Inference on Weibull inverted exponential distribution under progressive first-failure censoring with constant-stress partially accelerated life test

Accelerated life tests (ALTs) play a pivotal role in life testing experiments as they significantly reduce costs and testing time. Hence, this paper investigates the statistical inference issue for the Weibull inverted exponential distribution (WIED) under the progressive first-failure censoring (PFFC) data with the constant-stress partially ALT (CSPALT) under progressive first-failure censoring (PFFC) data for Weibull inverted exponential distribution (WIED). For classical inference, maximum likelihood (ML) estimates for both the parameters and the acceleration factor are derived.

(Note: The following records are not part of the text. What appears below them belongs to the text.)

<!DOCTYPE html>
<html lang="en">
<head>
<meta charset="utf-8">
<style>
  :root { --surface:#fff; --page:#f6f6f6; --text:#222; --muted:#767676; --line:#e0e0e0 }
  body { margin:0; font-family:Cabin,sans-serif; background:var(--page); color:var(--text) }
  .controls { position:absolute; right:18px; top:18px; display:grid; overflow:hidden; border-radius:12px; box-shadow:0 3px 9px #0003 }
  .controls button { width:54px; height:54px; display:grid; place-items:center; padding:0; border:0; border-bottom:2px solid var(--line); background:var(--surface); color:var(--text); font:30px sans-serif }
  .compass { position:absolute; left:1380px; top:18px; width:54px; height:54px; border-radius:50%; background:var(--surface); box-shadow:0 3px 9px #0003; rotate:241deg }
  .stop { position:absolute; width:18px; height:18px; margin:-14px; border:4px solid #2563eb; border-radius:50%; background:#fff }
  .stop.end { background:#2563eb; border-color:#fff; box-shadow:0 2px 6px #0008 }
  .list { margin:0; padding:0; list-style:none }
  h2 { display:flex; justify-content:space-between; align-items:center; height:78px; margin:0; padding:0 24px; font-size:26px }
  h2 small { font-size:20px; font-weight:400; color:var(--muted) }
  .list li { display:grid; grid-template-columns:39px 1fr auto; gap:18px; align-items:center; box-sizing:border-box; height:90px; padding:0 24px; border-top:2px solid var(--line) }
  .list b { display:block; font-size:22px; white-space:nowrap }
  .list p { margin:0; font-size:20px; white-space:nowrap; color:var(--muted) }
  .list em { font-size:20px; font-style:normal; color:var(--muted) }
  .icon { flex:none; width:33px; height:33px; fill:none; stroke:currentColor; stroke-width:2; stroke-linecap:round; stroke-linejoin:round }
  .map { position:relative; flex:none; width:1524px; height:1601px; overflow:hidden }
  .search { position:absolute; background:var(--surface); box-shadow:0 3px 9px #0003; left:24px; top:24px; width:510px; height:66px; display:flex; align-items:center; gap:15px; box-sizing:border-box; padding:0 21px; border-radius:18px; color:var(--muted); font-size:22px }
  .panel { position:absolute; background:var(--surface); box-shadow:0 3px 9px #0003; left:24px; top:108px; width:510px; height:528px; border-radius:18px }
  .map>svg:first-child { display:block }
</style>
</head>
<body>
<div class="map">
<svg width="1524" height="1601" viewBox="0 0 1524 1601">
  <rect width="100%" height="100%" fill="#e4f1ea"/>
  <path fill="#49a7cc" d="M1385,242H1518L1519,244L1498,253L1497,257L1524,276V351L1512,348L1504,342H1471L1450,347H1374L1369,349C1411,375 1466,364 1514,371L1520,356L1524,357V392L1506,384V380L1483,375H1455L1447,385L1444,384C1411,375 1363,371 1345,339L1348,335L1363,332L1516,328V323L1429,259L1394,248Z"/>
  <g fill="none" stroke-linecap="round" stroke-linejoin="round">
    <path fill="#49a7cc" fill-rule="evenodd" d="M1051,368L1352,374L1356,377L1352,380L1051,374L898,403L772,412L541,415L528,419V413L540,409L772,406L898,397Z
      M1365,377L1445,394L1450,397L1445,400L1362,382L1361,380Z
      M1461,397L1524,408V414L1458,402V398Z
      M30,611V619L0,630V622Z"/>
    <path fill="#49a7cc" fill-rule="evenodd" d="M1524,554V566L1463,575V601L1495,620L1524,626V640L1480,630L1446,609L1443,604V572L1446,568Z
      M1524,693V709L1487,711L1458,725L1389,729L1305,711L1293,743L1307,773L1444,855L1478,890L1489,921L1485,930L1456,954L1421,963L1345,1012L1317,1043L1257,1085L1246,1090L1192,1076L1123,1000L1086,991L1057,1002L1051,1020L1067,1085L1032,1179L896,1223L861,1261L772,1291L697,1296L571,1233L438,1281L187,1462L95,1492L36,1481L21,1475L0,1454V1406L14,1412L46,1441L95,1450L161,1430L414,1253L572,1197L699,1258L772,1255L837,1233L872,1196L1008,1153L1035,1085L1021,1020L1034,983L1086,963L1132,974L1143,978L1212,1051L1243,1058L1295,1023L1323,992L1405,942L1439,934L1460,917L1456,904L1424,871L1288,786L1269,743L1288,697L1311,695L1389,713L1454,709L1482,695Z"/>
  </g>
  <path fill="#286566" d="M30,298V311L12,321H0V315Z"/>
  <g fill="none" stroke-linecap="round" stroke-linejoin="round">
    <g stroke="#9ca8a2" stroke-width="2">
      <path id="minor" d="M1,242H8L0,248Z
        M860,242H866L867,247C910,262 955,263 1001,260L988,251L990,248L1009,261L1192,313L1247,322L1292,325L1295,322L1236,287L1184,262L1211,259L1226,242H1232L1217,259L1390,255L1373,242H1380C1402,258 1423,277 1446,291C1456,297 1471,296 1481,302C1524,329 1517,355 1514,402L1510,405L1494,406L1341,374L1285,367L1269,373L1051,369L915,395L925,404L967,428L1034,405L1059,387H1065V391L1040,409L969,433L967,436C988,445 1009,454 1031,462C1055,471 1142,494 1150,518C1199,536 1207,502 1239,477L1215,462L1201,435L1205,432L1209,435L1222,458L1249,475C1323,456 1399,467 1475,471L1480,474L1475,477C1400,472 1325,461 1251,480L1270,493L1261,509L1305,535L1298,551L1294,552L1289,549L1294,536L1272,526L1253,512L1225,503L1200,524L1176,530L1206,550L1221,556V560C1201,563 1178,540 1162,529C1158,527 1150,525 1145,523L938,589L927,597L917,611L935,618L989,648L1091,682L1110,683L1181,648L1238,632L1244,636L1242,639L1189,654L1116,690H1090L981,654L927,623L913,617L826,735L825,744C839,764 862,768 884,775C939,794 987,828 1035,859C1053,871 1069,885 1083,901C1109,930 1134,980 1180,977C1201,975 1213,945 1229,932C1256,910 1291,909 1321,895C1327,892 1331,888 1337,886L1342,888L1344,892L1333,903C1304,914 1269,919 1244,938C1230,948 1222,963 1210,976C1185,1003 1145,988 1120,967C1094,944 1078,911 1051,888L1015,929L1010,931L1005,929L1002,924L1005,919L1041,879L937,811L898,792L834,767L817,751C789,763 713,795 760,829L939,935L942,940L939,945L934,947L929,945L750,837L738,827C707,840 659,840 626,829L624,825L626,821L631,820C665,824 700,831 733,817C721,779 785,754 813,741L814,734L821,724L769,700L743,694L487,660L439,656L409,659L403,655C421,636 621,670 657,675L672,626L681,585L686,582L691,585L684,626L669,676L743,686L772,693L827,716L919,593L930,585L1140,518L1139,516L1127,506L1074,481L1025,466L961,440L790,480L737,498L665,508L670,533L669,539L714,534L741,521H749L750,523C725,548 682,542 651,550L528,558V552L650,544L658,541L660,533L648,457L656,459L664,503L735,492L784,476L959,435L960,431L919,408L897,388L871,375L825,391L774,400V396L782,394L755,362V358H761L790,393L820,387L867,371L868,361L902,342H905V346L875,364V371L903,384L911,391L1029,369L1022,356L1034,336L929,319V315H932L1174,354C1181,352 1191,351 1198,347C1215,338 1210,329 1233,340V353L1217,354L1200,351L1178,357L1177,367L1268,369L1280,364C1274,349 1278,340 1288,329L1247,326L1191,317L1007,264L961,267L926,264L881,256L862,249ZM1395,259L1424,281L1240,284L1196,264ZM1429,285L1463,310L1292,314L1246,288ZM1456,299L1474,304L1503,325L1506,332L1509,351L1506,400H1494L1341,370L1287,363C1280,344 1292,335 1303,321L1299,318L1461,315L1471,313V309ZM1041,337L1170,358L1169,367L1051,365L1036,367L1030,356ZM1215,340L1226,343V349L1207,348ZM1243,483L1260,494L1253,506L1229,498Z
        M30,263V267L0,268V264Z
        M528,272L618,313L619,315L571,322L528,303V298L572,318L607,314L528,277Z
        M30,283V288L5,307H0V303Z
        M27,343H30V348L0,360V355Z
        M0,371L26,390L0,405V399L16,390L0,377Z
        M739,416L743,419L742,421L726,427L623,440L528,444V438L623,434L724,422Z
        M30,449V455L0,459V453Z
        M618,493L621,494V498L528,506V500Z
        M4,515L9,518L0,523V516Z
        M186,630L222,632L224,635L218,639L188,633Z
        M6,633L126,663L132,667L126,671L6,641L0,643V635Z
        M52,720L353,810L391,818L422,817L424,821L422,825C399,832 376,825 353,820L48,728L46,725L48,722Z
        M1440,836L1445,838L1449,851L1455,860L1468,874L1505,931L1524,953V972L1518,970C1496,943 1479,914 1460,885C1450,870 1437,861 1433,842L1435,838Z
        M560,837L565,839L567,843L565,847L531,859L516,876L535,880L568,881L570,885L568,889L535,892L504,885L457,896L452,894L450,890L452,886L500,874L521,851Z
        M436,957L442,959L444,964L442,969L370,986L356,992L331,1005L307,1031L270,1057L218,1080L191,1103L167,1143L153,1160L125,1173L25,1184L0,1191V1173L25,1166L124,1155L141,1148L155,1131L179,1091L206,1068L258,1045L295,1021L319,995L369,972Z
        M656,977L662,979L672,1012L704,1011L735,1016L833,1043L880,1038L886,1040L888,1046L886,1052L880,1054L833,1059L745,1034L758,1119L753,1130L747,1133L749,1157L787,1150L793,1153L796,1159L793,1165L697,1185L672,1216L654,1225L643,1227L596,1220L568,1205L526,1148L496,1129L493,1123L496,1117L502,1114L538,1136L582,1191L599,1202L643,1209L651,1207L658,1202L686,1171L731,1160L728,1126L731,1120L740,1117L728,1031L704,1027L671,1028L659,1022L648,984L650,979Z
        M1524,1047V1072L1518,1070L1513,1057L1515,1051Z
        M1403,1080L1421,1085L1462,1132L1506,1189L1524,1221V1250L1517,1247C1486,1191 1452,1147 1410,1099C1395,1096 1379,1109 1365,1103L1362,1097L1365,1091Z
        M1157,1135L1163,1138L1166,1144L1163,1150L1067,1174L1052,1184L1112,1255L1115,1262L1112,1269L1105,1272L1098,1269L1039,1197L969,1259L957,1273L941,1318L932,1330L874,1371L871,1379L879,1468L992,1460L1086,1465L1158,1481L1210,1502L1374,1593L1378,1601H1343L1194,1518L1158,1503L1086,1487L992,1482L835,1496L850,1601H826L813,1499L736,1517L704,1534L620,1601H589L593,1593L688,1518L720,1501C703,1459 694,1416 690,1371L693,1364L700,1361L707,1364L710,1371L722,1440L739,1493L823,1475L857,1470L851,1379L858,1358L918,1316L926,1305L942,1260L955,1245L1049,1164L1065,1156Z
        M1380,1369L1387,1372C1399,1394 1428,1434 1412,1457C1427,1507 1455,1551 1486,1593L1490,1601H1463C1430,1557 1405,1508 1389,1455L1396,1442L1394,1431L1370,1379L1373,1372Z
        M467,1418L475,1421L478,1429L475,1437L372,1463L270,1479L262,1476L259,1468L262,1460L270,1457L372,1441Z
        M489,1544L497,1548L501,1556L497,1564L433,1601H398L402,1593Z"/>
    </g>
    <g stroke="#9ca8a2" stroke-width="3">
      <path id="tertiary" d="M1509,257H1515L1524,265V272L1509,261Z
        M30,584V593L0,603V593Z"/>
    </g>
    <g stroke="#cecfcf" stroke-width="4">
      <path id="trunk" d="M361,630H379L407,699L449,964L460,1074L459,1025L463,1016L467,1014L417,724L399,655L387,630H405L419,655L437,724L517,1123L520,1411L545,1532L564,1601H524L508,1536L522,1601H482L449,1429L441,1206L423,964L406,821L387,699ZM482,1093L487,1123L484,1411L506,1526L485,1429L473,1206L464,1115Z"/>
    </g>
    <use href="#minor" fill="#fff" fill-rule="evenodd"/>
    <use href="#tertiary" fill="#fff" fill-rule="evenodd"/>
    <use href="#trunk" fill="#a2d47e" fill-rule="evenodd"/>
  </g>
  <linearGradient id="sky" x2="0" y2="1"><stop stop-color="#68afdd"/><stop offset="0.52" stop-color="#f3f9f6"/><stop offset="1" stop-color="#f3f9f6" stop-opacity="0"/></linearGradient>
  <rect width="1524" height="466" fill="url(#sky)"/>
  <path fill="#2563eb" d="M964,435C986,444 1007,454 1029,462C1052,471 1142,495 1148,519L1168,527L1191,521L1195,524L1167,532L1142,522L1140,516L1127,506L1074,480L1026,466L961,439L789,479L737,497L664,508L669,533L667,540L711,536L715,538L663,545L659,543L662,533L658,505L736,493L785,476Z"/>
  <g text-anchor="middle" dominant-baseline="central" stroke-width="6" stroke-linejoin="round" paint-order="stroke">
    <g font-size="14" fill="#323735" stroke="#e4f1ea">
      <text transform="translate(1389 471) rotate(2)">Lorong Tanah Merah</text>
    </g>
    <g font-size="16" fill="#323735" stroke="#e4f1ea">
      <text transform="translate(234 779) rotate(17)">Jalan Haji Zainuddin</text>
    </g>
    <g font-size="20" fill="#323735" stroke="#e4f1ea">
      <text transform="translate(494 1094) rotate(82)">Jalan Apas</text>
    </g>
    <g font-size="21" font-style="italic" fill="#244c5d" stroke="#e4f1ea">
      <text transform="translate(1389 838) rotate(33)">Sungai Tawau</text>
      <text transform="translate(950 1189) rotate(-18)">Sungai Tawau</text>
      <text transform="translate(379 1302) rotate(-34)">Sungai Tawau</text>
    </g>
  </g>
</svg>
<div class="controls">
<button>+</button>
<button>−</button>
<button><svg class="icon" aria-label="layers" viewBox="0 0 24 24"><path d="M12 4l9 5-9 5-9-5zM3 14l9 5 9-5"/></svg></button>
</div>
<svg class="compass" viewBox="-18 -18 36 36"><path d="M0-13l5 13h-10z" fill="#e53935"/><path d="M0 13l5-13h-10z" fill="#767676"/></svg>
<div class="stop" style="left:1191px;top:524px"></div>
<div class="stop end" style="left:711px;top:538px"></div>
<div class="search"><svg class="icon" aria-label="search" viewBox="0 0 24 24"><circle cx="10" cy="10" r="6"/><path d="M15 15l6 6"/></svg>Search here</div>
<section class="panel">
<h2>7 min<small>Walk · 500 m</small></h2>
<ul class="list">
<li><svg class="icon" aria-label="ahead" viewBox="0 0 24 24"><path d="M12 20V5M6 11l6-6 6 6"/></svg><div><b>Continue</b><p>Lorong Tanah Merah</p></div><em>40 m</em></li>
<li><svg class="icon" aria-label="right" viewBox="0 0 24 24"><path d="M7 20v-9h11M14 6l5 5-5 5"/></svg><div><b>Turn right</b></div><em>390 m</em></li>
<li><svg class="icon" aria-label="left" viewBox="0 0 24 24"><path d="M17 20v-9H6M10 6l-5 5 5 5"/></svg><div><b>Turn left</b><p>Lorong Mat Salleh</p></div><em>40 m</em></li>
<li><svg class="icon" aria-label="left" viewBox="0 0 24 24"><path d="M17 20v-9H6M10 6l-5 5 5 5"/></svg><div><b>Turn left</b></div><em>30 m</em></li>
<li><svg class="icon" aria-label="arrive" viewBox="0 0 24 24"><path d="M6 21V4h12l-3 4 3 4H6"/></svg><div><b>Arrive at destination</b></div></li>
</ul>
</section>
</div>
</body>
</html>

Making use of the Fisher information matrix (FIM), asymptotic confidence intervals (ACIs) are constructed for all parameters. Besides, two parametric bootstrap techniques are implemented. For Bayesian inference based on a proposed technique for eliciting the hyperparameters, the Markov chain Monte Carlo (MCMC) technique is provided to acquire Bayesian estimates. In this context, the Bayesian estimates are obtained under symmetric and asymmetric loss functions, and the corresponding credible intervals (CRIs) are constructed. A simulation study is carried out to assay the performance of the ML, bootstrap, and Bayesian estimates, as well as to compare the performance of the corresponding confidence intervals (CIs). Finally, real-life engineering data is analyzed for illustrative purposes.